Le 9 avril, les rebelles tchadiens basés au Darfour ont lancé des attaques contre Am Timan, Abou Deia et Haraz-Mangueigne, au Sud-Est du Tchad, près de la frontière avec la République centrafricaine. Ces attaques annonçaient une invasion plus vaste lancée par les rebelles tchadiens FUCD sous commandement de Mahamat Nour. Le 10 avril, le FUCD a écumé le camp de réfugiés de Goz Amer, tuant un garde de sécurité et volant des équipements de communication. Le 12 avril à 15 heures, une colonne FUCD a atteint Mongo, à 320 kilomètres à l’Est de N’dajema.

Le 13 avril, 1 200 à 1500 soldats répartis en 56 camions pick-up ont atteint N’djamena. Des affrontements importants se sont également produits à Adré, sur la frontière entre le Tchad et le Soudan et dans la ville de Sarh au Sud du pays. Les combats à N’djamena ont duré de 5 à 11 heures du matin et ont impliqué des véhicules blindés de transport de troupes, des véhicules techniques (quatre x quatre équipés d’armes lourdes) et des chars. Les combats se sont concentrés dans les banlieues du Sud-Est et au Palais des Quinze, le parlement tchadien.

Des enquêtes supplémentaires sont nécessaires mais les civils à N’djamena ne semblent pas avoir été spécifiquement pris pour cibles ou attaqués sans distinction par le gouvernement tchadien ou les forces rebelles, lors des combats du 13 avril à N’djamena, à quelques exceptions près décrites plus bas. Human Rights Watch est toutefois préoccupé par des rapports non confirmés faisant état d’actions de représailles possibles lancées par les forces du gouvernement tchadien – notamment des détentions arbitraires et d’autres abus – contre des civils sur une base ethnique, tant à N’djamena que dans d’autres lieux au Tchad.

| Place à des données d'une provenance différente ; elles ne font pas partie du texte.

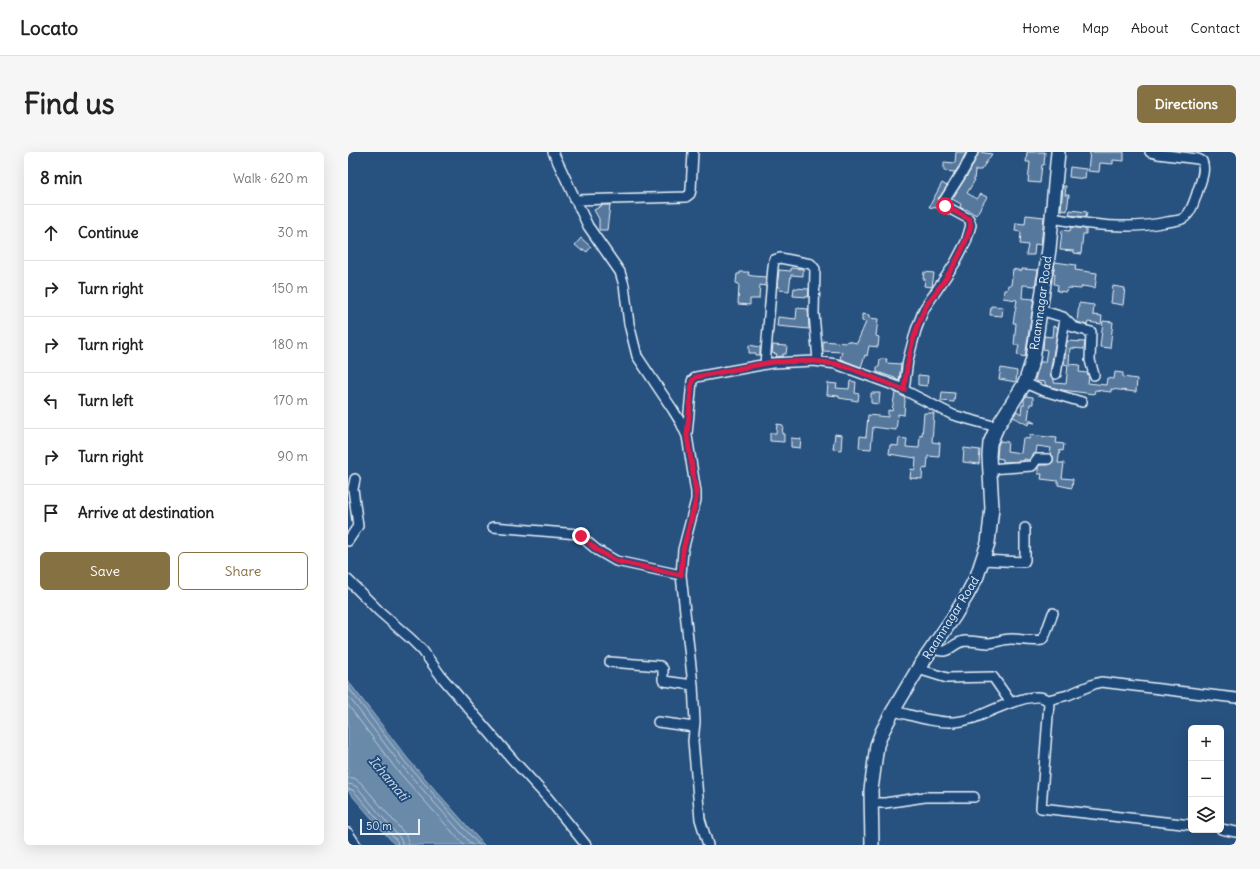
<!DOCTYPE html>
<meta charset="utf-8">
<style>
body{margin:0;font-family:Delius,sans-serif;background:#f6f6f6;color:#222}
.controls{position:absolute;right:12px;bottom:12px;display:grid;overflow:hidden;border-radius:6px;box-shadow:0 4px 16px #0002}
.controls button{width:36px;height:36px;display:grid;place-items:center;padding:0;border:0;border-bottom:1px solid #e0e0e0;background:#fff;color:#222;font:20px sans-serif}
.scale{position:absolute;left:12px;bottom:10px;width:60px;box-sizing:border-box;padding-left:4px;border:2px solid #e8f1f8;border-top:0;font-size:11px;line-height:14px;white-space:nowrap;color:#e8f1f8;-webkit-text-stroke:3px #1f4a7a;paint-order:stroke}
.stop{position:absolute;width:12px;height:12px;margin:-9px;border:3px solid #e11d48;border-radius:50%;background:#fff}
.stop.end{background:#e11d48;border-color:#fff;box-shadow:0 1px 4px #0008}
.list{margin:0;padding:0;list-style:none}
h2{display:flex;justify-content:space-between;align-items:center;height:52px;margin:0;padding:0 16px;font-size:17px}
h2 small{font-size:13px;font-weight:400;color:#767676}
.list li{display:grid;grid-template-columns:26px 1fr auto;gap:12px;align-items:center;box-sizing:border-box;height:56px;padding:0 16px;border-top:1px solid #e0e0e0}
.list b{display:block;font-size:15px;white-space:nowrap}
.list em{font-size:13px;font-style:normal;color:#767676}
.actions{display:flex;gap:8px;padding:12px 16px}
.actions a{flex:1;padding:9px 0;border:1px solid #857141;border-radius:6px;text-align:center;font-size:14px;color:#857141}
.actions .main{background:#857141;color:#fff}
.icon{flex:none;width:22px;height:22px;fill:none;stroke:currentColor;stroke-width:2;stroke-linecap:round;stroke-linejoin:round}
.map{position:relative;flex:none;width:888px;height:693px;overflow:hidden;border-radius:6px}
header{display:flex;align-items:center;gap:24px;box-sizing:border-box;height:56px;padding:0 20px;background:#fff;border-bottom:1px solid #e0e0e0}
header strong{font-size:19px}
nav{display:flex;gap:22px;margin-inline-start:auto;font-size:14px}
.intro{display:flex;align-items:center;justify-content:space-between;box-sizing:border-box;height:96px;padding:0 24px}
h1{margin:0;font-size:28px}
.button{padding:10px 18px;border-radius:6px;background:#857141;color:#fff;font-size:14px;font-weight:700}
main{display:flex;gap:24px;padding:0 24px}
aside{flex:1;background:#fff;border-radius:6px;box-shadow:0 4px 16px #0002}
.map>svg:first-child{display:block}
.water{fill:#6b8aaa;stroke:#9db3c9}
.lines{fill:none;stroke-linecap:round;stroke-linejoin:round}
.shore{stroke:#b6c8d9;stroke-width:1}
.building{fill:#57789d;stroke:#e8f1f8}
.minor-casing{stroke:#e8f1f8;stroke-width:12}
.highway-casing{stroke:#e8f1f8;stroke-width:16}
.minor{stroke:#1f4a7a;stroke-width:9}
.highway{stroke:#1f4a7a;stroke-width:13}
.route{stroke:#e11d48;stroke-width:5}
.labels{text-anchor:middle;stroke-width:4;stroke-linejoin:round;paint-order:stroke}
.street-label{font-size:12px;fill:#e8f1f8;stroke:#1f4a7a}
.water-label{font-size:13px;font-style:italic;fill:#d5e2ec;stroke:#1f4a7a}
</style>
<header>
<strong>Locato</strong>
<nav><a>Home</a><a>Map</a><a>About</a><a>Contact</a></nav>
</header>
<div class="intro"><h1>Find us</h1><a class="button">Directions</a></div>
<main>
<aside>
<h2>8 min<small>Walk · 620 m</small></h2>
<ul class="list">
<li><svg class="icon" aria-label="ahead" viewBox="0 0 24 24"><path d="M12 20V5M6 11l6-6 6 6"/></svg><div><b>Continue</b></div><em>30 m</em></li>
<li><svg class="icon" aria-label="right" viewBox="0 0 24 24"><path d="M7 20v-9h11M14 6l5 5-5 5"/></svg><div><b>Turn right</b></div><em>150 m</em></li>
<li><svg class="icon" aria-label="right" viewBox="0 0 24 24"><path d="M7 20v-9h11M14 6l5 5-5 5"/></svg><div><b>Turn right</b></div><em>180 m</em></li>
<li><svg class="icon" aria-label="left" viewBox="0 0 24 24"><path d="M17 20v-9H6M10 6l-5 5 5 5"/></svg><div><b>Turn left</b></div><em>170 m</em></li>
<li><svg class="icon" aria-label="right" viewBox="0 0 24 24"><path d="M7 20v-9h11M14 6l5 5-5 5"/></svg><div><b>Turn right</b></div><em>90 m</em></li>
<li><svg class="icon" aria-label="arrive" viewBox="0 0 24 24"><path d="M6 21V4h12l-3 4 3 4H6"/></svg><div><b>Arrive at destination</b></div></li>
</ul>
<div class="actions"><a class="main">Save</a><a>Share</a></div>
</aside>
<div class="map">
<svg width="888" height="693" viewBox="0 0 888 693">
<rect width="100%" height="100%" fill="#27517f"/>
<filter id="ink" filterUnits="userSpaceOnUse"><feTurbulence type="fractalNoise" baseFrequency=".025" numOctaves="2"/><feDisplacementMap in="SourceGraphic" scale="8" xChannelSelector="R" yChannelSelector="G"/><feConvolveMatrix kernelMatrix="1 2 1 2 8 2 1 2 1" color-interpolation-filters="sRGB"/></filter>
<g filter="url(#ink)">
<path class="water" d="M 0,529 L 60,607 L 136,693 L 47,693 L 0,639 Z"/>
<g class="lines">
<path class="shore" d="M 0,535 L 57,610 L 131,693
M 0,544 L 53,613 L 124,693
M 0,553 L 48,617 L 116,693
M 0,626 L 6,626 L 13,631 L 57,682 L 60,688 L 61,693
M 0,632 L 5,633 L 9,635 L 52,686 L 55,693
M 0,637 L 5,638 L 49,689 L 50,693"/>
</g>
<path class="building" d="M 608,0 L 618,0 L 612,13 L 605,23 L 607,20 L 596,19 L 596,10 L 607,11 Z
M 631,0 L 644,2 L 633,18 L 627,18 L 626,28 L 627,28 L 619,41 L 629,47 L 633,42 L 639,45 L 628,63 L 618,57 L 617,58 L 612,55 L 613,52 L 604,47 L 622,19 Z
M 679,0 L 697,0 L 696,13 L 694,13 L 692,31 L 680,30 L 682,10 L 678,10 Z
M 742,0 L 776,0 L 776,9 L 765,8 L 765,12 L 752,11 L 751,20 L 740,19 Z
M 722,15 L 738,17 L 737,27 L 721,25 Z
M 594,31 L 599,34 L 591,46 L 590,46 L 589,56 L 581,55 Z
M 715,34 L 718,34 L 717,43 L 721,43 L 719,59 L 713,58 Z
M 255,53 L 262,53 L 259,78 L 251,78 L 251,67 L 246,58 Z
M 722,58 L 739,60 L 738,65 L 721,63 Z
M 678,63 L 696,65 L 693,93 L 687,92 L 686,103 L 678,103 L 680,93 L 672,92 L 673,80 L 667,79 L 668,71 L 677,72 Z
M 723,75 L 738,77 L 738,82 L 735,82 L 733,102 L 726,101 L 726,99 L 712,98 L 714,78 L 722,79 Z
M 233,86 L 243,95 L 239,100 L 235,97 L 234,99 L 227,93 Z
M 707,110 L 728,113 L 727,118 L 749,121 L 747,136 L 734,134 L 733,137 L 720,136 L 719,140 L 709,139 L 710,133 L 706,132 L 707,122 L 705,122 Z
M 443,116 L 455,117 L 455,124 L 443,123 L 441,139 L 431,138 L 432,135 L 429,135 L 431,118 L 443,119 Z
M 665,117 L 674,119 L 674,117 L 690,118 L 687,134 L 675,133 L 674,146 L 686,147 L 677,205 L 669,203 L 671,193 L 666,193 L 668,171 L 665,171 L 669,148 L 655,146 L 656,138 L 659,138 L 660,133 L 663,133 Z
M 392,120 L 401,120 L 400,123 L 405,124 L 418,125 L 417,134 L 412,133 L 411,147 L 402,147 L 402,153 L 390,152 L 391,132 L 388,131 L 389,122 L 392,122 Z
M 576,120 L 586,121 L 584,135 L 576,134 L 577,127 L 575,127 Z
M 765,134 L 777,136 L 775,153 L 763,151 Z
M 446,136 L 461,137 L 460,145 L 445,144 Z
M 731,151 L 746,153 L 745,163 L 754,164 L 753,172 L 740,170 L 739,173 L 729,170 Z
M 643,154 L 655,155 L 654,164 L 642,163 Z
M 449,156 L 460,157 L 461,177 L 429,174 L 430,165 L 448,167 Z
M 514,162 L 521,163 L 521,166 L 530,167 L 528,184 L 531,185 L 530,195 L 521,194 L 519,204 L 517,203 L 513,215 L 492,207 L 494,200 L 475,199 L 475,189 L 498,191 L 499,189 L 509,191 L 518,170 L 514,169 Z
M 755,169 L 765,170 L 762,196 L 752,195 Z
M 705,174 L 710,175 L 702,221 L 703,224 L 706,228 L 706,231 L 718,232 L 720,213 L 716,212 L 719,189 L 737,190 L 736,197 L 722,196 L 721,212 L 732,213 L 731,220 L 739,221 L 741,225 L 740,231 L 758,233 L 759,226 L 766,227 L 767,220 L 775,221 L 775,225 L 789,227 L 788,240 L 763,237 L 763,240 L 747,238 L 746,242 L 714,238 L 697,233 L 697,230 L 688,229 L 687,228 L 692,210 L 697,210 L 699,198 L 695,197 L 696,184 L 704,185 Z
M 401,193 L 412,195 L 412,203 L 407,203 L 408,201 L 401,201 Z
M 425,193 L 439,194 L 438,202 L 435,202 L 435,204 L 428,205 L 429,202 L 424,201 Z
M 532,207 L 539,207 L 538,211 L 553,212 L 551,229 L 547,227 L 547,226 L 529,220 L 529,215 L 531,215 Z
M 653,216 L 669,219 L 668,230 L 651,227 Z
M 570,223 L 580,224 L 579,234 L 570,233 Z
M 502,229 L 508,230 L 507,241 L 511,242 L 510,249 L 491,246 L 491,244 L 479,243 L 480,231 L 489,232 L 488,236 L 501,237 Z
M 547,240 L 556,245 L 557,248 L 556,263 L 550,262 L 548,278 L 525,275 L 523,297 L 511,296 L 512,284 L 518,285 L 520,263 L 540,265 L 540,258 L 544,259 Z
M 594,240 L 607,241 L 606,250 L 593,249 Z
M 523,241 L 532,241 L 531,252 L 523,251 Z
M 678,244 L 685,245 L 685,252 L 682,252 L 680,267 L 687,271 L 681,270 L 680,273 L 665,265 L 669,259 L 673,262 L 674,253 L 676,253 L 676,247 Z
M 576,261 L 586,261 L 584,290 L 592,291 L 591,305 L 580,304 L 579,317 L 575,316 L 574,327 L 562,326 L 563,317 L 567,318 L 568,306 L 541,302 L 542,293 L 550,294 L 551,286 L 559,287 L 558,295 L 571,296 L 572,283 L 574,284 Z
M 429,272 L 435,273 L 434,282 L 436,282 L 436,290 L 422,289 L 422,281 L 428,281 Z
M 487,282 L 494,283 L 493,298 L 485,297 Z
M 682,283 L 709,286 L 708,291 L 716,292 L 715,299 L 712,298 L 710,311 L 716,311 L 714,326 L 725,327 L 724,336 L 710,333 L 710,329 L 693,327 L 694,322 L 690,322 L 690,315 L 692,313 L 700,313 L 705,310 L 705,304 L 702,301 L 703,296 L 689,294 L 688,301 L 684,303 L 681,308 L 676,307 L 676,309 L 655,310 L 655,307 L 649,306 L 650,293 L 652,289 L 660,290 L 659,299 L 673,301 L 675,286 L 681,287 Z
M 443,286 L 453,287 L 452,296 L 443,295 Z
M 616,296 L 632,298 L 631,312 L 615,310 Z"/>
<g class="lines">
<g class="minor-casing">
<path id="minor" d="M 205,0 L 240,74 L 272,120 L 276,133 L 281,172 L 289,204 L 325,258 L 333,271 L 339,284 L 348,340 L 348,348 L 335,398 L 333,423 L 345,533 L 347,570 L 345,589 L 352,667 L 360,693
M 227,48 L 338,45 L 342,42 L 343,38 L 345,0
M 704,66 C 742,73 781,78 819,70 C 824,69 830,69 834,67 C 843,63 847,47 850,38 C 853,29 858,18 854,9 L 850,7 L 810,2 L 802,0
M 692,158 L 715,165 L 725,175 L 743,180 L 742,208 L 746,223
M 417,212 L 425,115 L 426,108 L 432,106 L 463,112 L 467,117 L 466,161 L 470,209
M 708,222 L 717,167
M 677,231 L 693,238 L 734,250
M 556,238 L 560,208 L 568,178 L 576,157 L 607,111 L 618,90 L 623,73 L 621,67 L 597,54 L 596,49 L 617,16 L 625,0
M 339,282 L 344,229 L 348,225 L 424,211 L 466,209 L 488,212 L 548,234 L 605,263 L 649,275
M 641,317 L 684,314 L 689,307 L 700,307
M 145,375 L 230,382 L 249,398 L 268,409 L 333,423
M 0,389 L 10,374 L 5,337 L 7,327
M 635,408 L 676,410 L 677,408 L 677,376
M 0,428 L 31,459 L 63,487 L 75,499 L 93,524 L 165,608 L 199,645 L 238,693
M 584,496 C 604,505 601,491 617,489 C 626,489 634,491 642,491 C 649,490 656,487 663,487 C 674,487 683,490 694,488 L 697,483 L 705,461
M 262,510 L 312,514 L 315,517 L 315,528 L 316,529 L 345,533
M 570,517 L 599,526 L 645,525 L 663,551
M 700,548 L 720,543 L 746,532 L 753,530 L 888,546
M 545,559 C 564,563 585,571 605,570 C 612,570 619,568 626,566 C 639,561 693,533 701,551 L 693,656 L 843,673
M 310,570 L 346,575
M 523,651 L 537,651 L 577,645 L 626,645
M 873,677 L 888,680
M 0,681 L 8,693"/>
</g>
<g class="highway-casing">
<path id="highway" d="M 524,693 L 523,638 L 529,593 L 534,580 L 545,559 L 570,517 L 607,463 L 619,443 L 629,424 L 640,391 L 644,356 L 641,304 L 642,291 L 649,275 L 677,231 L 685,207 L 701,97 L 710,0"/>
</g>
<use href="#minor" class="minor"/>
<use href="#highway" class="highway"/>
</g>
</g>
<g class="lines" filter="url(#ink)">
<path class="route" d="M 233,384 L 249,398 L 268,409 L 333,423 L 335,398 L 348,348 L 348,340 L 339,284 L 344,229 L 348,225 L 424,210 L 466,209 L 488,212 L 502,216 L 556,238 C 559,210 564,184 576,158 C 580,149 587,142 593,133 C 604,117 615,100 620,82 C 622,77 624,72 621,67 L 597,54"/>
</g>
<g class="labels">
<g class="street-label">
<text transform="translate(693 151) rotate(-82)" y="4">Raamnagar Road</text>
<text transform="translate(603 466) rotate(-58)" y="4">Raamnagar Road</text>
</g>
<g class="water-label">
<text transform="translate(41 626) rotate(50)" y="5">Ichamati</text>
</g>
</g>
</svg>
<div class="controls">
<button>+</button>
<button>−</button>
<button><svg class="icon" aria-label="layers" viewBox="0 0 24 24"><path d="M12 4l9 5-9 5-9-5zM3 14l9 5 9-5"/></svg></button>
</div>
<div class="scale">50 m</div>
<div class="stop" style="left:597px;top:54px"></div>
<div class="stop end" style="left:233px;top:384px"></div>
</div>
</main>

Traitement des combattants rebelles

Les rebelles soupçonnés d’appartenir au FUCD capturés lors de la tentative de coup du 13 avril étaient détenus, au moment de la rédaction de ce rapport, à la gendarmerie nationale de N’djamena, dans une concession sans enceinte avec une cour de terre battue et deux blocs de cellules. Ces installations de détention sont de toute évidence inadaptées pour les 250 détenus environ qui emplissaient la cour et étaient contraints de dormir en position repliée, dans les blocs de cellules parce qu’ils ne disposaient pas de place suffisante pour se tenir allongés.33

A l’exception de deux prisonniers ayant reconnu être impliqués dans une tentative de coup en novembre 2005, les chercheurs de Human Rights Watch n’ont pas reçu ni enregistré de preuves montrant que ces détenus étaient soumis à des actes de torture ou des traitements volontairement cruels. Sur les deux personnes soumises à des traitements cruels, un homme affirmant être le chef d’état-major des rebelles, a eu une broche de métal de 25 centimètres enfoncée dans le genou, perpendiculairement à l’axe du pied, afin selon lui, d’empêcher sa fuite.34 L’autre détenu, qui a affirmé être le second chef d’état-major des rebelles, portait des menottes et des fers aux pieds. Il a dit avoir été ainsi immobilisé depuis son arrivée le 8 janvier 2006.35 Le Pacte international relatif aux droits civils et politiques, auquel le Tchad est un état partie, interdit l’administration de traitements cruels, inhumains ou dégradants en toute circonstance et le statut de détenu ou le crime présumé ne peuvent justifier un traitement inhumain ou dégradant.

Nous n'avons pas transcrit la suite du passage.